Os dois cabos rompidos em meados de janeiro de 2020 — o cabo South Atlantic 3/West Africa (SAT-3/WASC) e o West Africa Cable System (WACS) — foram reparados em poucas semanas. Mas houve novos rompimentos desde então, à medida que mais sedimentos caíram encosta abaixo.
Uma descoberta interessante diz respeito ao motivo de alguns cabos serem rompidos e outros não. Isso pode estar relacionado a diferenças nas taxas de erosão ao longo do caminho do fluxo.

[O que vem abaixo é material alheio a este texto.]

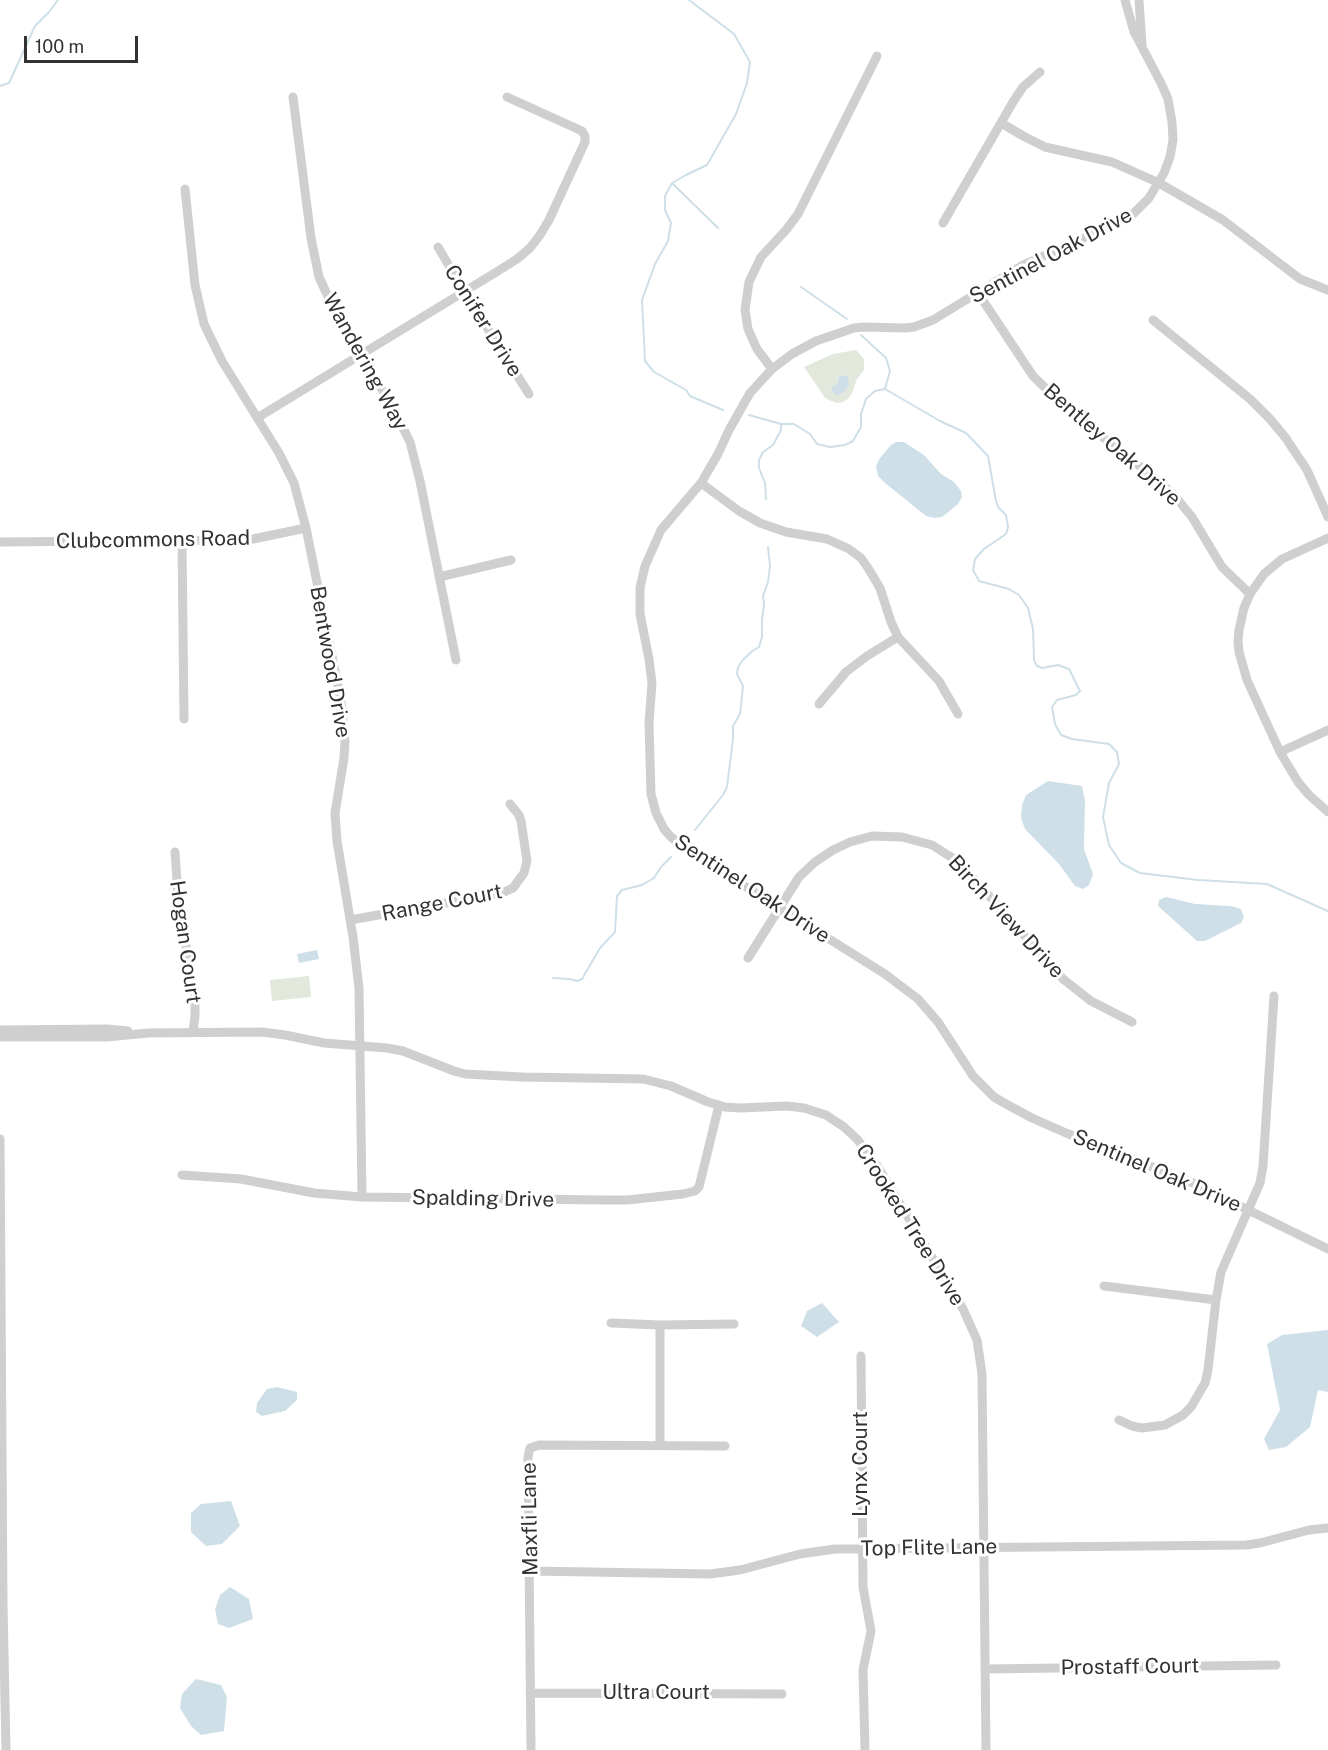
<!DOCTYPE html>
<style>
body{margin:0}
#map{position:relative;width:1328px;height:1750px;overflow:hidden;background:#fff;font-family:"Public Sans",sans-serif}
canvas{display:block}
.scale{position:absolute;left:24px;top:36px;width:114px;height:27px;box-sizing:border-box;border:3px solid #323232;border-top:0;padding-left:8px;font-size:18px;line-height:21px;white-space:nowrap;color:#323232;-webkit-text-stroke:4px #fff;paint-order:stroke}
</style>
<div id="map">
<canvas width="1328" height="1750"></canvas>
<div class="scale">100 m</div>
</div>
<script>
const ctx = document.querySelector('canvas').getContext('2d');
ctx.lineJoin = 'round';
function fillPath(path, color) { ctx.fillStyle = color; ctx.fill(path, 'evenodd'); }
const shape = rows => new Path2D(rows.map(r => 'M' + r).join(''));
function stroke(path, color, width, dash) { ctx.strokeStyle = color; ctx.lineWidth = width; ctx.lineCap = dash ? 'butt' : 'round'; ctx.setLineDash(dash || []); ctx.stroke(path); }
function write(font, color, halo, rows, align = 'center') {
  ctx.font = font + ' "Public Sans",sans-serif'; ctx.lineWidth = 6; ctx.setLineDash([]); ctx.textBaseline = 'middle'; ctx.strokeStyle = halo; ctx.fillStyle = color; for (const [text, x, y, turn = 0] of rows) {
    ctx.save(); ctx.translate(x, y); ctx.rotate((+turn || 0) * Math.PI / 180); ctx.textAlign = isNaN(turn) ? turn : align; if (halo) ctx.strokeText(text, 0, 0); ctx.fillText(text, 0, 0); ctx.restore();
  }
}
fillPath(shape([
 [856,350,864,359,864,370,857,379,852,393,848,399,843,402,837,403,829,400,825,398,804,367,833,354],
 [309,976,311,997,272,1001,270,980]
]), '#e2e8dc');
fillPath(shape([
 [842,375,848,377,849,386,843,393,836,395,831,390,832,387,838,383,839,377],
 [896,442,904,442,924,455,941,474,954,482,961,491,962,497,958,504,942,517,934,518,926,516,885,483,878,476,876,466,880,458,891,445],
 [1048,781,1082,786,1085,801,1084,849,1093,874,1089,885,1083,889,1075,886,1059,864,1025,829,1021,818,1022,805,1026,795],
 [1166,897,1195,904,1231,906,1241,909,1244,917,1241,923,1205,941,1197,941,1158,906,1159,900],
 [317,950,319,959,299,963,297,954],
 [822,1303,839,1322,817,1337,801,1326,807,1311],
 [1328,1330,1328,1392,1318,1390,1310,1427,1286,1447,1269,1450,1264,1439,1280,1410,1267,1344,1282,1335],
 [277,1387,297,1392,297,1400,285,1411,262,1416,256,1412,257,1403,267,1389],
 [231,1501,240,1526,222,1544,206,1546,191,1532,191,1513,201,1504],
 [230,1587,249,1599,253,1619,229,1628,218,1624,215,1609,220,1595],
 [196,1679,221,1685,227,1697,224,1731,201,1735,191,1726,180,1708,182,1694]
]), '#cedfe8');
stroke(shape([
 [689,0,734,34,750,62,747,83,736,114,707,165,686,175,672,183,665,196,665,210,671,223,668,241,655,264,642,300,645,361,654,372,686,390,690,396,723,410],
 [0,86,9,83,35,26,49,12,58,0],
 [673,184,718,228],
 [801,287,847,319],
 [861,335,886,358,890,371,885,389],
 [749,415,781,424,794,424,810,434,817,444,830,447,845,445,853,441,861,427,861,414,866,399,875,391,885,389,940,421,966,433,988,456,996,501,998,507,1006,515,1008,527,1006,534,984,549,975,559,973,570,979,581,1009,589,1019,595,1028,608,1033,629,1034,660,1037,666,1042,668,1058,665,1069,669,1080,691,1076,695,1057,700,1052,707,1055,724,1061,735,1072,739,1109,744,1117,752,1119,764,1109,783,1103,817,1109,845,1121,863,1140,873,1198,880,1267,884,1328,911],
 [766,499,765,483,759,468,759,460,763,452,773,445,781,430,781,424],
 [695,830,723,795,727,787,733,739,733,726,740,714,743,686,737,674,738,667,742,661,751,652,759,647,762,637,762,620,764,605,763,596,768,582,770,566,768,547],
 [553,978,569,979,577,981,582,979,600,948,615,932,617,896,622,890,642,885,654,878,661,867,671,857]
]), '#cedfe8', 2);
stroke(shape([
 [1125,0,1134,32,1161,83,1168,99,1172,122,1173,140,1170,157,1164,173,1149,198,1133,214,1118,223,1023,265,933,320,914,327,905,328,864,327,854,328,816,341,792,354,772,369,750,393,729,430,718,454,701,483,661,530,645,566,640,588,640,614,649,659,652,683,649,723,651,794,656,813,664,829,670,836,684,848,885,974,918,999,938,1022,973,1076,994,1097,1006,1104,1032,1118,1066,1133,1193,1183,1328,1249],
 [1139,0,1142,45],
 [293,97,311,238,319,277,336,314,392,406,410,442,420,481,456,660],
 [1001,123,1025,137,1045,147,1112,162,1159,183,1223,220,1300,279,1328,290],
 [185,189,195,285,204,324,222,361,279,453,294,483,306,528,341,701,345,741,344,758,335,813,337,841,353,937,359,988,362,1197],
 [943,223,1013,102,1023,87,1040,72],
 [438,247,464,291,529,394],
 [978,293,1033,376,1066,408,1156,479,1174,495,1192,517,1222,567,1250,594],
 [1153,320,1250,399,1270,419,1285,437,1307,470,1328,517],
 [772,369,757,349,748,329,745,310,749,282,761,257,786,230,798,214,877,56],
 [257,418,498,271,517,259,530,248,540,235,549,220,585,142,585,136,582,131,507,97],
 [701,483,739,511,760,523,786,532,827,539,849,549,861,558,868,568,880,588,891,622,898,637,939,681,958,714],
 [1328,538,1282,559,1264,574,1250,594,1244,608,1239,630,1238,641,1239,652,1247,680,1280,752,1298,782,1309,795,1328,812],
 [182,541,184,719],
 [0,542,236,540,253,539,306,528],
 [439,577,511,560],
 [819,704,846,672,867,656,898,637],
 [1280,752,1328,730],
 [175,852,179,909,195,993,195,1016,193,1032],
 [350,920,502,893,513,888,524,873,527,861,521,821,519,815,510,804],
 [748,958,799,877,815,862,833,850,850,842,872,836,902,837,932,845,959,862,1063,979,1091,1001,1132,1022],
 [0,1030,107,1029,128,1031],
 [0,1037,107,1037,148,1033,262,1032,285,1035,324,1043,387,1048,403,1051,454,1071,465,1074,522,1077,643,1079,671,1086,708,1102,725,1107,741,1108,787,1106,804,1108,826,1115,844,1127,857,1139,878,1167,963,1309,977,1340,982,1374,986,1750],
 [0,1139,3,1604,6,1750],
 [182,1175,241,1179,314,1193,362,1197,604,1200,627,1200,683,1194,695,1191,699,1187,719,1105],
 [1104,1286,1216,1300],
 [611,1323,660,1325,734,1324],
 [861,1356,863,1587,871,1631,863,1670,865,1750],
 [1119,1420,1132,1426,1142,1428,1165,1425,1183,1415,1191,1407,1205,1383,1208,1370,1216,1300,1221,1272,1260,1183,1263,1166,1274,996],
 [660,1445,660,1325],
 [530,1571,710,1574,740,1570,800,1554,835,1549,1246,1545,1260,1543,1309,1530,1328,1528],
 [985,1669,1276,1665],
 [530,1693,782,1694],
 [531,1750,528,1457,530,1448,539,1445,725,1446]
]), '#cfcfcf', 9);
write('21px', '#323232', '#fff', [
 ["Sentinel Oak Drive",1051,256,-28],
 ["Conifer Drive",483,321,58],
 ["Wandering Way",365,362,61],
 ["Bentley Oak Drive",1112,445,41],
 ["Clubcommons Road",153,540,-1],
 ["Bentwood Drive",330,662,80],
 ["Sentinel Oak Drive",752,889,33],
 ["Range Court",442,903,-11],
 ["Birch View Drive",1006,917,47],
 ["Hogan Court",185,942,82],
 ["Sentinel Oak Drive",1157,1171,23],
 ["Spalding Drive",483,1199,1],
 ["Crooked Tree Drive",910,1225,58],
 ["Lynx Court",861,1464,-90],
 ["Maxfli Lane",530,1519,-91],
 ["Top Flite Lane",929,1548,-1],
 ["Prostaff Court",1130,1667,-1],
 ["Ultra Court",656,1693]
]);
</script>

Em algumas áreas, a corrente de turbidez entra profundamente no fundo do mar, enquanto em outras, grandes quantidades de areia e lama são despejadas.
O estudo do Congo é o primeiro a documentar esse efeito de erosão e deposição.
“Esta é uma nova informação para a indústria de cabos e está sendo usada para projetar novas rotas neste e em outros cânions — para evitar as áreas que têm maior probabilidade de sofrer erosão profunda, pois isso deixa o cabo mais vulnerável a danos”, explicou Mike Clare, geocientista marinho do Centro Nacional de Oceanografia do Reino Unido e que assessora o Comitê Internacional de Proteção de Cabos.
A rede global de cabos submarinos tem um papel vital na economia moderna.
Mais de 99% de todo o tráfego de dados entre continentes passa por essas conexões, incluindo transferências diárias de dinheiro no valor de trilhões de dólares.
A pesquisa no cânion do Congo tem ampla participação, incluindo do IFREMER (Institut Français de Recherche pour l’Exploitation de la MER) na França e GEOMAR Helmholtz Center for Ocean Research na Alemanha. O projeto é co-liderado pela Universidade de Durham e pela Angola Cables.